Possibly for evolutionary reasons, being out of step with people perceived as being significant is very difficult for human beings. Therefore, if one wishes to promote thoughtful, truth-seeking behaviour, one has to design an environment to eradicate the subtle and not-so-subtle pressures to conform.

This is true of all aspects of the democratic process. However, politicians sometimes find it very hard to cope with the idea that people should be facilitated to think.

For example, the original 1998 Referendum Act which instituted the Referendum Commission was exemplary. It had three functions, of which two survived for a very short time.

The three original functions were: to prepare and publicise a statement informing citizens what the proposed constitutional change entailed; to prepare and publicise a statement setting out the arguments for and against the proposal, based on submissions solicited from members of the public; and to foster and facilitate public debate and discussion on the proposal.

In a typical Bertie Ahern stroke, crippling amendments to the commission’s functions were rammed through immediately before the Oireachtas rose for the Christmas holidays in December 2001.

Opposition politicians in Fine Gael were vocal in their condemnation, accusing Ahern of trying to ensure that the 2002 abortion referendum would be passed, but many others recognised that the major aim was to pass the second Nice Treaty referendum.

Confidence has to be low in the will of politicians to implement proposals which could weaken their control

The legal requirement to present both sides of the argument and to foster and facilitate public debate were removed, to be replaced with an obligation to encourage voter participation and to prepare a general statement on whatever proposal was being discussed.

The existence of the commission came about as a response to a Supreme Court decision, known as the McKenna judgment. Patricia McKenna firmly believed in fairness and took a case to prevent the government spending public money on one side of a referendum only.

She did so in the context of the 1995 divorce referendum, even though she was completely in favour of divorce being introduced. She belongs to a tiny cohort of public-spirited people, such as Raymond Crotty and Anthony Coughlan, people devoted to principles of fairness and willing to take substantial risks to improve our democratic process.

Threat to democracy

We live in an age when democracy is seriously under threat, not least because the impact of foreign funding, not to mention Google and Facebook’s algorithms that imprison us in ideological bubbles.

The chairman of the UK electoral commission, Sir John Holmes, recently described what he called “a perfect storm” of threats to electoral integrity, including the possibility of illegal outside interference and the impact of social media.

Note that the UK has an electoral commission, including a permanent referendum commission, even though UK referendums do not have the same legislative force as they have in Ireland.

The UK referendum commission produces materials setting out the positions of those proposing both yes and no, and also disburses substantial funding to umbrella organisations on each side.

By contrast, Ireland’s much-weakened Referendum Commission is convened only on an ad-hoc basis, which successive chairs of the body have complained about because it makes their work almost impossible.

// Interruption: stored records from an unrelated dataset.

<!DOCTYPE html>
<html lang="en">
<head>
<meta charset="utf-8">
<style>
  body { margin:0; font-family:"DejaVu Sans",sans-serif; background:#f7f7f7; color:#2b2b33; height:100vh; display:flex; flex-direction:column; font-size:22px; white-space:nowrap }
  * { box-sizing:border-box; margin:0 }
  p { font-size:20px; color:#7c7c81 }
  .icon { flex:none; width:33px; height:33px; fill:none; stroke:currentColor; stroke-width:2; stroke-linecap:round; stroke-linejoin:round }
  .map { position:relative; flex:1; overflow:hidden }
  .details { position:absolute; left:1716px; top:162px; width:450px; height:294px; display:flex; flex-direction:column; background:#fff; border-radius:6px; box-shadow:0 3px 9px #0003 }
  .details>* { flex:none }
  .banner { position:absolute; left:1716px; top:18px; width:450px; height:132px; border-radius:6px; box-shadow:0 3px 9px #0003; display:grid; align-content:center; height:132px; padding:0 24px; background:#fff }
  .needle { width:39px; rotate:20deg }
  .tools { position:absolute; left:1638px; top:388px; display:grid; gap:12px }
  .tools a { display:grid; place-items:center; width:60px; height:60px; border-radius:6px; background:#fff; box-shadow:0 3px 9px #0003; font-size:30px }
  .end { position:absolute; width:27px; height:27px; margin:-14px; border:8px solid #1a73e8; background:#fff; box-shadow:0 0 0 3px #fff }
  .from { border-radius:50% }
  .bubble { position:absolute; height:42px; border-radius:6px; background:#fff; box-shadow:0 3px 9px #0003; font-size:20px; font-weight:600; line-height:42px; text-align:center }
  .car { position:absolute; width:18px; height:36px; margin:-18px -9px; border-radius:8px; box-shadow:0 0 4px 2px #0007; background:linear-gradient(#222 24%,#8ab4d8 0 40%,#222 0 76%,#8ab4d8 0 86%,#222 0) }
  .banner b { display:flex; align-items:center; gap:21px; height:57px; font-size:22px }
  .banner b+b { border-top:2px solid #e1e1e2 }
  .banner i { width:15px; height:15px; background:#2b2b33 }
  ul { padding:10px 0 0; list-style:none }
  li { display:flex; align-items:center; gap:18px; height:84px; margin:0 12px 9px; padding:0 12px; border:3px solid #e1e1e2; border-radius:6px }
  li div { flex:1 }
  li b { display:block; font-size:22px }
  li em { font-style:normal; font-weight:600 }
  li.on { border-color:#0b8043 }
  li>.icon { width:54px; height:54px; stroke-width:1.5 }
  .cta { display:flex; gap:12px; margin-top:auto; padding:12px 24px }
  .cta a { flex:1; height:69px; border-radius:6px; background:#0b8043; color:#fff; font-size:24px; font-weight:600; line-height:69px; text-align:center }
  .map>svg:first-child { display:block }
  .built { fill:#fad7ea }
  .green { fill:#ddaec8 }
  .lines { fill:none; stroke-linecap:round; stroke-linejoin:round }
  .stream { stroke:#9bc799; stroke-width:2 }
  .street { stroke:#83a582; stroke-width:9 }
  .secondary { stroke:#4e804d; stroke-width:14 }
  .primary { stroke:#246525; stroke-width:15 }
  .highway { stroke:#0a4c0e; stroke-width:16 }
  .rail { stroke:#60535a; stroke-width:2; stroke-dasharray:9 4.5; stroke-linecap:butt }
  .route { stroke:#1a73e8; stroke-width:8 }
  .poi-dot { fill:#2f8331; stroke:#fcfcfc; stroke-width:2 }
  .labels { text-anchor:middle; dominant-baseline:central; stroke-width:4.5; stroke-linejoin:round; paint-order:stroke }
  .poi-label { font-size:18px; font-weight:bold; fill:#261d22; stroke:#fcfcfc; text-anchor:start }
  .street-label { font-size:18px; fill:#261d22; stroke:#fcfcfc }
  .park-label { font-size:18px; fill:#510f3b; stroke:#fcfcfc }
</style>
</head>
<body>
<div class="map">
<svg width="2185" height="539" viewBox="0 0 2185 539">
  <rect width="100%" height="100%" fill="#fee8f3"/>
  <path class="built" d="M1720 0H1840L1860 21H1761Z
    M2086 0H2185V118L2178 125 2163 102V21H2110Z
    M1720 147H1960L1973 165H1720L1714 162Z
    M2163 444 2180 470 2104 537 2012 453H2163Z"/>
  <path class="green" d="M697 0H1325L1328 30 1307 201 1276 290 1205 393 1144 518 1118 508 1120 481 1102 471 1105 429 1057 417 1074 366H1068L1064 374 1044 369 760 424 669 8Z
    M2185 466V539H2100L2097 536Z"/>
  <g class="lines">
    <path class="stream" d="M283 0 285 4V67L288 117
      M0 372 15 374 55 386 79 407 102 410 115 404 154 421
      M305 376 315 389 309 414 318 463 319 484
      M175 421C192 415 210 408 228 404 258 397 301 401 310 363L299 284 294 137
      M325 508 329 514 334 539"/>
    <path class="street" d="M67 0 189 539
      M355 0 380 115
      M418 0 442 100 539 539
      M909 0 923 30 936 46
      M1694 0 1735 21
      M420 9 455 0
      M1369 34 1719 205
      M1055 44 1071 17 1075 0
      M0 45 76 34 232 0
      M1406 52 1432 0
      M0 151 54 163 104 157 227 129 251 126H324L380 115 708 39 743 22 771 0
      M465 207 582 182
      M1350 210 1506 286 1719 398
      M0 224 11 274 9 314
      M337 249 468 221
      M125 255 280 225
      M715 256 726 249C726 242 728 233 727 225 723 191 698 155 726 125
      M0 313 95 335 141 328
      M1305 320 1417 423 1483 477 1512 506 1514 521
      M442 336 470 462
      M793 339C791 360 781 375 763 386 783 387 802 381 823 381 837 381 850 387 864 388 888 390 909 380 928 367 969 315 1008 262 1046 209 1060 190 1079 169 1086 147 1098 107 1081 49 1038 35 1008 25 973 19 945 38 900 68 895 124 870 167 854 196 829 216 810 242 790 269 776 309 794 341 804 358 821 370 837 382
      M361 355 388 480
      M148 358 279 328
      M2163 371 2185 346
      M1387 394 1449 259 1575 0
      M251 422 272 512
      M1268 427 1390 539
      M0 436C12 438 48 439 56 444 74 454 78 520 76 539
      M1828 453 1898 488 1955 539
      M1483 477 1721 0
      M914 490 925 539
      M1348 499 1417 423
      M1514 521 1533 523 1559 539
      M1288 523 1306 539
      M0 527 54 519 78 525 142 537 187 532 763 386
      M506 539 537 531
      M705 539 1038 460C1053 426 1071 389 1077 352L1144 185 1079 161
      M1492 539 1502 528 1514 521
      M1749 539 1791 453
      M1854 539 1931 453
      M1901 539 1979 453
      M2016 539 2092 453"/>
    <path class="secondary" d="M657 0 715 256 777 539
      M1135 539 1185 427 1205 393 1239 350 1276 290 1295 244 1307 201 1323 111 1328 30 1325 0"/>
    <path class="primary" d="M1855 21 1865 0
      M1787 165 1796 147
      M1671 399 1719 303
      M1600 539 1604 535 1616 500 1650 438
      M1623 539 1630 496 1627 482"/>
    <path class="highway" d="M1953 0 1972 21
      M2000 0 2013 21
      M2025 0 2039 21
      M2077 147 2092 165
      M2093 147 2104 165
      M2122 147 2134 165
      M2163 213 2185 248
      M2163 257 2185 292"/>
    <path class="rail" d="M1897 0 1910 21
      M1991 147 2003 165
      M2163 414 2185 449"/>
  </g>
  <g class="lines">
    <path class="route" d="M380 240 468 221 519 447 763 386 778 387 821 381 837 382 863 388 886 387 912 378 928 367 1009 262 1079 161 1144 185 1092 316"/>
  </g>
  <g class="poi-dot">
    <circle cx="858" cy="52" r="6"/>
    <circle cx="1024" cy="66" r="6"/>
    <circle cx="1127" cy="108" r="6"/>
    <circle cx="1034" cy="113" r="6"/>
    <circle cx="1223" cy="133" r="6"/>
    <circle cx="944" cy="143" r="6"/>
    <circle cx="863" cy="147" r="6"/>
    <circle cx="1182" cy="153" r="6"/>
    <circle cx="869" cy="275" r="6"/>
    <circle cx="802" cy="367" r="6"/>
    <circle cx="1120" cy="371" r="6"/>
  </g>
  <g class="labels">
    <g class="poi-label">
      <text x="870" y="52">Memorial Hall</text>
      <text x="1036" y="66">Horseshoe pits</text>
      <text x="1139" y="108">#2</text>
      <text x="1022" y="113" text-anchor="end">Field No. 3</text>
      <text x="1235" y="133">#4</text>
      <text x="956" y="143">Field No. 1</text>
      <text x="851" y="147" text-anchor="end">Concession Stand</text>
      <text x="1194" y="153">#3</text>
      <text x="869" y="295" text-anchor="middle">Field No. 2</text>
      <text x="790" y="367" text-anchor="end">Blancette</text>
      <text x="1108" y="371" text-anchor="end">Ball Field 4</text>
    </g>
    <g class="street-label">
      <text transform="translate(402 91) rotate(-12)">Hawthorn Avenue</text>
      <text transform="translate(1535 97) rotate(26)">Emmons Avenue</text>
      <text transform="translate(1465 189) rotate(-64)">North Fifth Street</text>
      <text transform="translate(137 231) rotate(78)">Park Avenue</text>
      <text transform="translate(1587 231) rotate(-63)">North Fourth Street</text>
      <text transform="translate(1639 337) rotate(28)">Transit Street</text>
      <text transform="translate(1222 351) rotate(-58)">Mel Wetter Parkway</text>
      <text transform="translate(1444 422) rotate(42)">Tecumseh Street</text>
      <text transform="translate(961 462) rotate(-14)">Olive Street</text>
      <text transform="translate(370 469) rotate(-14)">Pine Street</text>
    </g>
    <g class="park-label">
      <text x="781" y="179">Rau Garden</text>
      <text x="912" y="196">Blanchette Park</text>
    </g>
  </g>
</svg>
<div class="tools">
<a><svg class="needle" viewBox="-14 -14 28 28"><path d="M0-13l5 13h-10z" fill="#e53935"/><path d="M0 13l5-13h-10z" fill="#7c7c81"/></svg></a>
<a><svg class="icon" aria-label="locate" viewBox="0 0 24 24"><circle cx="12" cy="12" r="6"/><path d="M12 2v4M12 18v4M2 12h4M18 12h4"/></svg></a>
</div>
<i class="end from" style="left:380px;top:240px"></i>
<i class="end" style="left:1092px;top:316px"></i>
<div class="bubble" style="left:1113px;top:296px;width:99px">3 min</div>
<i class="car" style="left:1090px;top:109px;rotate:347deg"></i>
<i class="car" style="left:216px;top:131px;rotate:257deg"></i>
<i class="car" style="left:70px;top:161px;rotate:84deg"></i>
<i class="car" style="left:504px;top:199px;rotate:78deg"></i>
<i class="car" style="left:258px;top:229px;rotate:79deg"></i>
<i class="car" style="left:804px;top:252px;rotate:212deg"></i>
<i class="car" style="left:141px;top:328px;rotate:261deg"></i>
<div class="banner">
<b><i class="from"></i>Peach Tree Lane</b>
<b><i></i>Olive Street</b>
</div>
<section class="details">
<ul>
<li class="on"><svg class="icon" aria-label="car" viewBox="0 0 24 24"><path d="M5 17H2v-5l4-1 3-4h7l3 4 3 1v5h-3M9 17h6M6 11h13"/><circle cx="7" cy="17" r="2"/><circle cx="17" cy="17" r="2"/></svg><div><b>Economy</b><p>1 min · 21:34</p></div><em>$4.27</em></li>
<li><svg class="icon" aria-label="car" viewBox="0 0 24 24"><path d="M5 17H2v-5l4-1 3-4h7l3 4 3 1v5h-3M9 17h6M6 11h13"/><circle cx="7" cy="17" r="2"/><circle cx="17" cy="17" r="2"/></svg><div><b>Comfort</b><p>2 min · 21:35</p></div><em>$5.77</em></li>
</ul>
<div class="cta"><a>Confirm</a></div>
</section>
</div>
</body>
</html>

If, after its deliberations, the Citizens’ Assembly proposed a genuinely independent and balanced permanent referendum commission with substantial funding and the power to take part in innovative public awareness campaigns, it would truly be doing the State some service.

However, confidence has to be low in the will of politicians to implement any Citizens’ Assembly proposals which they would perceive as weakening their control of the decision-making process.

There would always be the danger that even if the original functions of the Referendum Commission were restored in a new permanent form, it would be stuffed with “right-thinking” appointees, which would be more perilous than the current highly unsatisfactory situation.